# Which doe is better? Toggenburg dry yearling



## Sether55 (Dec 5, 2014)

Wondering which to purchase. I like the last doe. 2 does pictured. First two are one. Then last two.


----------



## lottsagoats1 (Apr 12, 2014)

I don't see any pictures?


----------



## teejae (Jan 21, 2013)

Huh?


----------



## Sether55 (Dec 5, 2014)

I have spent almost two hours trying to get them uploaded. Finally.


----------



## Suzanne_Tyler (Jul 19, 2014)

I would go with the second.
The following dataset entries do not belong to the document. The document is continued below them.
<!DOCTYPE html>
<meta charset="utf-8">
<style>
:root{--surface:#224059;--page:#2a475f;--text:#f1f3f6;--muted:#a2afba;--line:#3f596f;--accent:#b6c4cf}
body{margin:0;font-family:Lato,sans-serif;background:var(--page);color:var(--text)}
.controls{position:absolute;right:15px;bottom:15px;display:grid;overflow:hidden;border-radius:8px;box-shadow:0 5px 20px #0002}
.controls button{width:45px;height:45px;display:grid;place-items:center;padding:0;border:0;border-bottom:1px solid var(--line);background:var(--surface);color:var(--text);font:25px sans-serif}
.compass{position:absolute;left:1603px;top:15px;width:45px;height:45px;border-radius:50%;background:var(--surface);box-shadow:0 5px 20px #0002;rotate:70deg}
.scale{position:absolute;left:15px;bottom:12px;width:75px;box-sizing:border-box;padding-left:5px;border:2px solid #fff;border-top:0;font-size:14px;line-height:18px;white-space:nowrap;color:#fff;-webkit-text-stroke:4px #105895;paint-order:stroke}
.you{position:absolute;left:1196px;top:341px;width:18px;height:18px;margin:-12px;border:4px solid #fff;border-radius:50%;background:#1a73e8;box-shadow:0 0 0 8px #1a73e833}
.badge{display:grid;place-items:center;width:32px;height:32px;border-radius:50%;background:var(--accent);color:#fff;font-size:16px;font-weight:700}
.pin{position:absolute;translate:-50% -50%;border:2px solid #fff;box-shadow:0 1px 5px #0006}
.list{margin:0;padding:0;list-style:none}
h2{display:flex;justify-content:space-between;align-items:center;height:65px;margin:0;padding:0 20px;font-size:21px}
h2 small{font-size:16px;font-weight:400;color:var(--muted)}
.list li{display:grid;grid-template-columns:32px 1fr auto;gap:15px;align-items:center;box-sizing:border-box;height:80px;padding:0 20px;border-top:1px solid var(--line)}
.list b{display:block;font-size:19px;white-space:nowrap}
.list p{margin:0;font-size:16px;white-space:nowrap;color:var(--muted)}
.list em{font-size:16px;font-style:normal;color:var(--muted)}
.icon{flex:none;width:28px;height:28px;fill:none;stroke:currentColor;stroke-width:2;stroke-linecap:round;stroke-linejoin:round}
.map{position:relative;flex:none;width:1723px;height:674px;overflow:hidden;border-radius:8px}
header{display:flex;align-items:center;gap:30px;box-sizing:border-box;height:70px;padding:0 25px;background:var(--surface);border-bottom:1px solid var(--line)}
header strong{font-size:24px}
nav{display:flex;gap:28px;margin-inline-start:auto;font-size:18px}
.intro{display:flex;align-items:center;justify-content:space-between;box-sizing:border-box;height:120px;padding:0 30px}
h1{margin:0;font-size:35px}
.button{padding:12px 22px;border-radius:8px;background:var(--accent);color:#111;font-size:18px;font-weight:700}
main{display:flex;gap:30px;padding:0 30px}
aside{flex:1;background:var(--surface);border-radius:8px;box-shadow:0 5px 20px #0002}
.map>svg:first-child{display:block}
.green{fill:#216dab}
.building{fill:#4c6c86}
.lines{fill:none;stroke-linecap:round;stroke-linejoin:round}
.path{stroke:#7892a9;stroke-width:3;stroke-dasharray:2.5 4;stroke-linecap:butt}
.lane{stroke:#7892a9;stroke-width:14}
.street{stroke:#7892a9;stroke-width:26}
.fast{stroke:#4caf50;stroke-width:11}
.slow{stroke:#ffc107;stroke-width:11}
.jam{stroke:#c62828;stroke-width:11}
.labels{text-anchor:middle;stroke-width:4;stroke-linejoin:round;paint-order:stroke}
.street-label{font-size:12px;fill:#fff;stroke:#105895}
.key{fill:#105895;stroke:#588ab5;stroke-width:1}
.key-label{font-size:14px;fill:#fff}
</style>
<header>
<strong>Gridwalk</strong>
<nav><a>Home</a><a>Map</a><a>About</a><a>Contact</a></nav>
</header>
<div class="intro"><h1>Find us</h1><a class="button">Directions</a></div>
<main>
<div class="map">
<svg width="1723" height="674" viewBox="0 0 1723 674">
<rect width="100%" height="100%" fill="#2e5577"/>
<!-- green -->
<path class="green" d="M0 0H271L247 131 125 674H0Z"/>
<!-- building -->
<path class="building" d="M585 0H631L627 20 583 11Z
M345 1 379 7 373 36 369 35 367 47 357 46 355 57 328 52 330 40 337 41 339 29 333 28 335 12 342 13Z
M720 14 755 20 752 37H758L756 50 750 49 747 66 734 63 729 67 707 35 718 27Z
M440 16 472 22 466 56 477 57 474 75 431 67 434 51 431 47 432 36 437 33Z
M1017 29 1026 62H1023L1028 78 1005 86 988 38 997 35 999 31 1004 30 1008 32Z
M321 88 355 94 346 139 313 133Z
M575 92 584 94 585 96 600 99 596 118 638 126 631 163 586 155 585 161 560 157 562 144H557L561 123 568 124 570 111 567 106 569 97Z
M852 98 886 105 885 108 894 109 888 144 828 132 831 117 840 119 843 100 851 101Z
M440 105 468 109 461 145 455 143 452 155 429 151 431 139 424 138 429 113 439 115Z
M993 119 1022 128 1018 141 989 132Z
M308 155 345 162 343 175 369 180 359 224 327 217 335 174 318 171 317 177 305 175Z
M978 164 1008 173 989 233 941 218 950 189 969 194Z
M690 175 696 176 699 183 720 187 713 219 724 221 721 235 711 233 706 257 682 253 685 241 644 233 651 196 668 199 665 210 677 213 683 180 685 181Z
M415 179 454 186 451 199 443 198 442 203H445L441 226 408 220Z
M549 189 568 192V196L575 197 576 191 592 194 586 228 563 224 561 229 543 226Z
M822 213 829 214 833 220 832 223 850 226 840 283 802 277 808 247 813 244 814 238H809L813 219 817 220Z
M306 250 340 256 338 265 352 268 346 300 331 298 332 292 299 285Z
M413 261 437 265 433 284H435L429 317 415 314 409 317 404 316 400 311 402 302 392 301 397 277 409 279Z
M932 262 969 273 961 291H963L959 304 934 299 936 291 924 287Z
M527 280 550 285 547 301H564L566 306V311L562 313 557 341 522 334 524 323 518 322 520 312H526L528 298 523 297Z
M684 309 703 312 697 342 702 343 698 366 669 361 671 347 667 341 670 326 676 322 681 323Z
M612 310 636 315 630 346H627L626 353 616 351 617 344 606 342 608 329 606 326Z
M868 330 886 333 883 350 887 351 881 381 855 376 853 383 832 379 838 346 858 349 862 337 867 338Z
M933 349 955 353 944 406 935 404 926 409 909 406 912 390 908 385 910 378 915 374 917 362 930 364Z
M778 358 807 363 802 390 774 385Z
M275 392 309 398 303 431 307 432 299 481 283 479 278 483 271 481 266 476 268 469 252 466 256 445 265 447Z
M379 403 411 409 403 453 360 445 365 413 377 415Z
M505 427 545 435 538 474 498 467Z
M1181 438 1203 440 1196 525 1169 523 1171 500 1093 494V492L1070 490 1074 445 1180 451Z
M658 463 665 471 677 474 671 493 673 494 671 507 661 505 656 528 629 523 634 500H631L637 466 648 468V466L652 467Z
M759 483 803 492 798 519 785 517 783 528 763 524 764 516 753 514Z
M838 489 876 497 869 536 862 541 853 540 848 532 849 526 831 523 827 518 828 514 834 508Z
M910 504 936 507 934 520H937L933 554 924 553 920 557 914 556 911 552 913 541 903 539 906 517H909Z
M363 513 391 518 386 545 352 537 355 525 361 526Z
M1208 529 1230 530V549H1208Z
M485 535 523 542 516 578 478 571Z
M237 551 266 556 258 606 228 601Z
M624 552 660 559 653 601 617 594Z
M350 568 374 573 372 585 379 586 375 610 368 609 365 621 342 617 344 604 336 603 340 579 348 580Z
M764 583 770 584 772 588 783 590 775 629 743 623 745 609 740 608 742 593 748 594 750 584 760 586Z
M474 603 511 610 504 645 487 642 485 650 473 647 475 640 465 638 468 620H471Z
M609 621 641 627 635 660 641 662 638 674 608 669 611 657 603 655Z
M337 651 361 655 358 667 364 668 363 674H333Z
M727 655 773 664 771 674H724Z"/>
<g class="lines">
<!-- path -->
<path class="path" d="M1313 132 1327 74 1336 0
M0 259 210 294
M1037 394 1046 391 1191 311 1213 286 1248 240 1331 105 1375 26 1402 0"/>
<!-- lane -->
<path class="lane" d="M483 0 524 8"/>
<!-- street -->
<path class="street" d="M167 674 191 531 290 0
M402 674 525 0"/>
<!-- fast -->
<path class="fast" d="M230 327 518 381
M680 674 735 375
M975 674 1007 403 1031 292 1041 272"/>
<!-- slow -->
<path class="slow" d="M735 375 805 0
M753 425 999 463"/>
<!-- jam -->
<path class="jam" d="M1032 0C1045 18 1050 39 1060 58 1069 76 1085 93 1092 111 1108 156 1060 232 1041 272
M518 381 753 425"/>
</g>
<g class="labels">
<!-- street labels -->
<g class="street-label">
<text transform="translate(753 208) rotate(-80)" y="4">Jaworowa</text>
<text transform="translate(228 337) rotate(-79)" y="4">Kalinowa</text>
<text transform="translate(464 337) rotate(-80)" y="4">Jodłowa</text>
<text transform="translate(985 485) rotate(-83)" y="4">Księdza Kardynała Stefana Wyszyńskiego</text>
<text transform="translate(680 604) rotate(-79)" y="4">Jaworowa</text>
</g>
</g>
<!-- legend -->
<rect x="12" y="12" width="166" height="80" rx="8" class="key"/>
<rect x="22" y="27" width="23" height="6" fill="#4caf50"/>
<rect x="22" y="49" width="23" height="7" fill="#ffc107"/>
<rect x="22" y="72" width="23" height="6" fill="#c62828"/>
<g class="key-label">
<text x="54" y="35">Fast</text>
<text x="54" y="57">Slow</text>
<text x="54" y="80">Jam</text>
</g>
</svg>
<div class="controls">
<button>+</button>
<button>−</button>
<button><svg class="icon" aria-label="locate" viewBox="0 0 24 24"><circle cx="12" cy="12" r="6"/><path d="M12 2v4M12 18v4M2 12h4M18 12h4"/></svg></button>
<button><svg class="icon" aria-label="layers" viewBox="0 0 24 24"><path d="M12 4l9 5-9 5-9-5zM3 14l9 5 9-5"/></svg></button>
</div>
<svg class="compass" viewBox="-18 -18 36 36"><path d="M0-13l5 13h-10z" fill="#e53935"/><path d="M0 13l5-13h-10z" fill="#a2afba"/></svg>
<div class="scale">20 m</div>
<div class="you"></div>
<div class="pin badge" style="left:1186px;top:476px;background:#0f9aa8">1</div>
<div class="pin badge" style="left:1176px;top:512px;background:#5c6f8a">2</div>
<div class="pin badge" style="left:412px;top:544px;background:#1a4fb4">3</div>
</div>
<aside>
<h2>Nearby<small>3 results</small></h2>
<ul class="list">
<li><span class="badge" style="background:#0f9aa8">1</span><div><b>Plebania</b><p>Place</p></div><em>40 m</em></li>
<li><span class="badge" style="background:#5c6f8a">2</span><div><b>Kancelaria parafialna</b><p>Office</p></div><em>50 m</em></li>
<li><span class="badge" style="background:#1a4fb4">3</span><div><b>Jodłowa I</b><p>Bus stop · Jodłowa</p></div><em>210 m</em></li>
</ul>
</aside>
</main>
They are both very nice though


----------



## Sether55 (Dec 5, 2014)

I like them both too!


----------



## Goat_Scout (Mar 23, 2017)

They are beautiful!! I too would go with the second one.


----------



## JK_Farms (Nov 12, 2016)

Both are cute but the second one would be my choice!


----------



## IHEARTGOATS (Jun 14, 2016)

I think they both look nice.

We are getting a couple of American Toggs in a few weeks.
I never thought we would have anything but Nigerians
Our vet raises them and is a friend and mentor and has said that our daughter who is 13 now needs a standard goat for showmanship.
I'm not sure if that's the real reason. I think he just knows we manage our goats well and would like to see some of his goats in the youth show at NC State Fair. his children are grown now.
Also, not a lot of Togg breeders in our area.
We are getting a 2 year old and 5 year old.
The 2 year old KBARC QCC Freday her dam was the 2011 National Grand Champion and 2014 National Reserve Grand Champ Recorded Grade. KBARC RR Tristen.
The 5 year old is KBARC DDKC Climate Control. Her dam KBARC Cavalier's Yesterday was 2011 National Grand Champ Toggenburg


----------